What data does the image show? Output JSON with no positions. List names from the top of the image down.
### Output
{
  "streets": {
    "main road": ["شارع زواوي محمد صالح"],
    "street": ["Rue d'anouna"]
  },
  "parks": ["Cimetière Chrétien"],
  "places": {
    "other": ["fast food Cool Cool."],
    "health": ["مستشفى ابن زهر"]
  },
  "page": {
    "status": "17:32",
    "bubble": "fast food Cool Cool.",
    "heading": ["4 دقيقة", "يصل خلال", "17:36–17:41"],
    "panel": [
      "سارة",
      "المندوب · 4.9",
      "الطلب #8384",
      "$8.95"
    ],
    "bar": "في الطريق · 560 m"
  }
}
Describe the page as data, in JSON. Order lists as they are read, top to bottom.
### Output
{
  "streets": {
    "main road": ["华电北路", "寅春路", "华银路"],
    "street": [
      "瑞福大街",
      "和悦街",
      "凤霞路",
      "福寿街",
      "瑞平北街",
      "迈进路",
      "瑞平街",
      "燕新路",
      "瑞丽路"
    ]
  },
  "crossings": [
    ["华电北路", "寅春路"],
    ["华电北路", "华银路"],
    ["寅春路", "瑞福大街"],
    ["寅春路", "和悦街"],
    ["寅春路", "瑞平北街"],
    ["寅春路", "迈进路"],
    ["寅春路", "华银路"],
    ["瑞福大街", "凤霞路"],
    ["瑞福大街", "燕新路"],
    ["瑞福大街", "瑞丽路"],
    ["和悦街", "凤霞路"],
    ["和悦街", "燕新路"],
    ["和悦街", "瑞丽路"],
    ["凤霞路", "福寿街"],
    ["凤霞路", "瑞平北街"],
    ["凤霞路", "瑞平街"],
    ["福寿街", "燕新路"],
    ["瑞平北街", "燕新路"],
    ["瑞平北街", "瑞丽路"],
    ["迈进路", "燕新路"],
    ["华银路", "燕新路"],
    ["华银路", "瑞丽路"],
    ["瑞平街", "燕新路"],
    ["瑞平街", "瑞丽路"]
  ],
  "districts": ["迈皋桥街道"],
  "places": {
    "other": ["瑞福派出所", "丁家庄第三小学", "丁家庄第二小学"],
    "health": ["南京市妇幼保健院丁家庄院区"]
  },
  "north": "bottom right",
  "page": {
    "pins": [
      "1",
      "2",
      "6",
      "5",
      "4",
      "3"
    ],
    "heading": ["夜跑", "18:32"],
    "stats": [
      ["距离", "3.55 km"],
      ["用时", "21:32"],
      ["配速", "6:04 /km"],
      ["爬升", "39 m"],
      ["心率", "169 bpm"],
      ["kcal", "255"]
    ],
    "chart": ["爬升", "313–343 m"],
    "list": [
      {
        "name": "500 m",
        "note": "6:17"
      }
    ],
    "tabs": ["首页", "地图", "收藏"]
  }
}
★ ★ ★
Problem statement: Everything from the first line of the records through the line containing "Describe the page" is to be set down exactly, while later lines are left out.

Result:
What data does the image show? Output JSON with no positions. List names from the top of the image down.
### Output
{
  "streets": {
    "main road": ["شارع زواوي محمد صالح"],
    "street": ["Rue d'anouna"]
  },
  "parks": ["Cimetière Chrétien"],
  "places": {
    "other": ["fast food Cool Cool."],
    "health": ["مستشفى ابن زهر"]
  },
  "page": {
    "status": "17:32",
    "bubble": "fast food Cool Cool.",
    "heading": ["4 دقيقة", "يصل خلال", "17:36–17:41"],
    "panel": [
      "سارة",
      "المندوب · 4.9",
      "الطلب #8384",
      "$8.95"
    ],
    "bar": "في الطريق · 560 m"
  }
}
Describe the page as data, in JSON. Order lists as they are read, top to bottom.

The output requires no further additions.